The MLA's newest report, released this month, highlights a drastic fallout in foreign language studies: roughly 100,000 fewer students took language classes in 2013 than did in 2009, the last time the association surveyed students. Even enrollment in Spanish language classes, which have been climbing for decades and account for more than half of all enrollments, fell off over the period—by roughly 70,000 students—marking the first time that's happened since at least 1958, when the MLA started tracking enrollment.
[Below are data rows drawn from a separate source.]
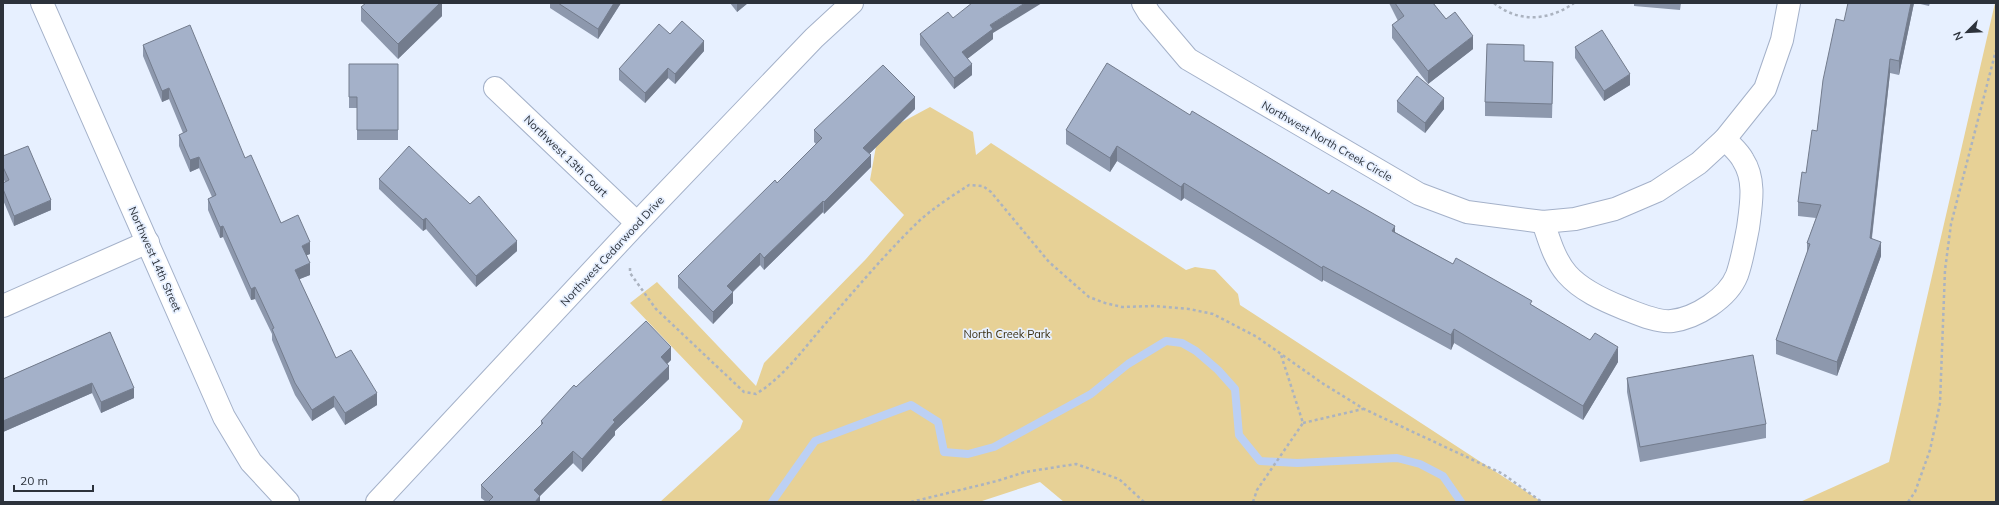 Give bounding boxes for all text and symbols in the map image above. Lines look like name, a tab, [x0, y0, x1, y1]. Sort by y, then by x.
north arrow	[1947, 12, 1987, 52]
text: N	[1950, 29, 1966, 43]
street label: Northwest North Creek Circle	[1259, 98, 1395, 184]
street label: Northwest 13th Court	[521, 112, 611, 200]
street label: Northwest Cedarwood Drive	[557, 193, 667, 309]
street label: Northwest 14th Street	[126, 204, 185, 314]
park label: North Creek Park	[963, 327, 1051, 341]
scale bar	[14, 467, 93, 493]
text: 20 m	[20, 473, 48, 488]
The drop off is a pretty discouraging sign (for those who cherish foreign languages, anyway) considering that over the same period the number of students enrolled in college rose by well over 150,000. The rate at which students in the United States are opting to study foreign languages fell from 8.7 per 100 students to 8.1, the largest drop since 1995. The rate was 9.1 for every 100 students in 2006. The trend is pronounced, though perhaps not quite stark enough to draw any firm conclusions about the future.
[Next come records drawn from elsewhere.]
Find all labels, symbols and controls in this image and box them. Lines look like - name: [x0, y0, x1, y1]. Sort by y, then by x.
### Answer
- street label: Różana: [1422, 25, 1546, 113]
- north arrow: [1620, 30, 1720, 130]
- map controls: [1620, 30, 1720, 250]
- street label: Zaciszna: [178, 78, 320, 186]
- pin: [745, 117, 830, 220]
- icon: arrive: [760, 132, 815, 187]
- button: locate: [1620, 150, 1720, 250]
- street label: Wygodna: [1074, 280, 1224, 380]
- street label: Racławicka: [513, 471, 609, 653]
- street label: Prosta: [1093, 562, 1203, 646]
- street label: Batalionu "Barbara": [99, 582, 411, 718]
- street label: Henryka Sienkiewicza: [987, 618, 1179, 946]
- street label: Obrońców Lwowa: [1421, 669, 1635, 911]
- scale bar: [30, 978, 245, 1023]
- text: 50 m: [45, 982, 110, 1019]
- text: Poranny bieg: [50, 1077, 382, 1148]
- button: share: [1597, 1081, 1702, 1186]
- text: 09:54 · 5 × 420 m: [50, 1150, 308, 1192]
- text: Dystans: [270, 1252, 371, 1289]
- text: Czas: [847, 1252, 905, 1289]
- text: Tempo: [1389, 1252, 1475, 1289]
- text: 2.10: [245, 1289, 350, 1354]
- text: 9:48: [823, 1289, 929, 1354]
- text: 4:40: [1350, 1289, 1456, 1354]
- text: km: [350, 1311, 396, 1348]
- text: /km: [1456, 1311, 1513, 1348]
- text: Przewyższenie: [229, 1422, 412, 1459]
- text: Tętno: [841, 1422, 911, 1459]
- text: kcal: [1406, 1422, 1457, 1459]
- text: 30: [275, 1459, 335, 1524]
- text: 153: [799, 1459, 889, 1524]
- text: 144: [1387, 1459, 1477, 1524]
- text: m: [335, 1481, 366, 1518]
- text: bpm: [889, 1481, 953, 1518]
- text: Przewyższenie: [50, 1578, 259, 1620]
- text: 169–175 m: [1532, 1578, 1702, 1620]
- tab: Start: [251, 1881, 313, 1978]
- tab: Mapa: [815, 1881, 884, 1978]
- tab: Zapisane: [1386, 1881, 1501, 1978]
What's going on? A few things.
Firstly, and perhaps most importantly, it seems that a prioritization of more practical, or at least immediately useful, courses among students is hurting language course enrollments. It's likely of little coincidence that the recent drop in rate at which college kids are studying foreign languages comes on the heels of the financial recession. Neither is it a coincidence that business management is currently the most popular subject major across the country.
But the drop in language enrollment also appears to be the result of a general uptick in course offerings.
"While we have tremendous growth in enrollments over the decades, we also observe that students are enrolling in many other areas in addition to languages," said Rosemary Feal, executive director of the MLA. "Many colleges and universities are experiencing financial pressures and have, as a result, narrowed their curricular offerings."
Enrollment in language classes was much more common in the 1960s, because majors in several research areas, including technology, digital arts, and software didn't exist. Students, Feal explained, simply have far more options today than they did in the past, and the presence of those options has diluted the frequency with which students choose to study a language in college.
It's also possible that more college students are foregoing language studies in college because elementary and secondary schools are increasingly offering a wider variety of languages. Spanish, Feal said, is no longer the only language these schools are teaching.
No matter the cause, the national downturn in college-level foreign language courses appears to be affecting some languages more than others. German, French, and Russian, for instance, have all taken big hits over the past 20-plus years. The number of institutions teaching each fell by 21 percent, 13 percent, and 30 percent, respectively, between 1990 and 2013. All three account for a smallest percentage of total language enrollments that they have since MLA started tracking the data.
Chinese, Arabic, Korean, and American Sign Language, meanwhile, have seen just the opposite happen. The number of institutions teaching each language has grown by 110 percent, 330 percent, 208 percent, and more than 3,100 percent, respectively. And all four account for a larger percentage of total language enrollments than ever before.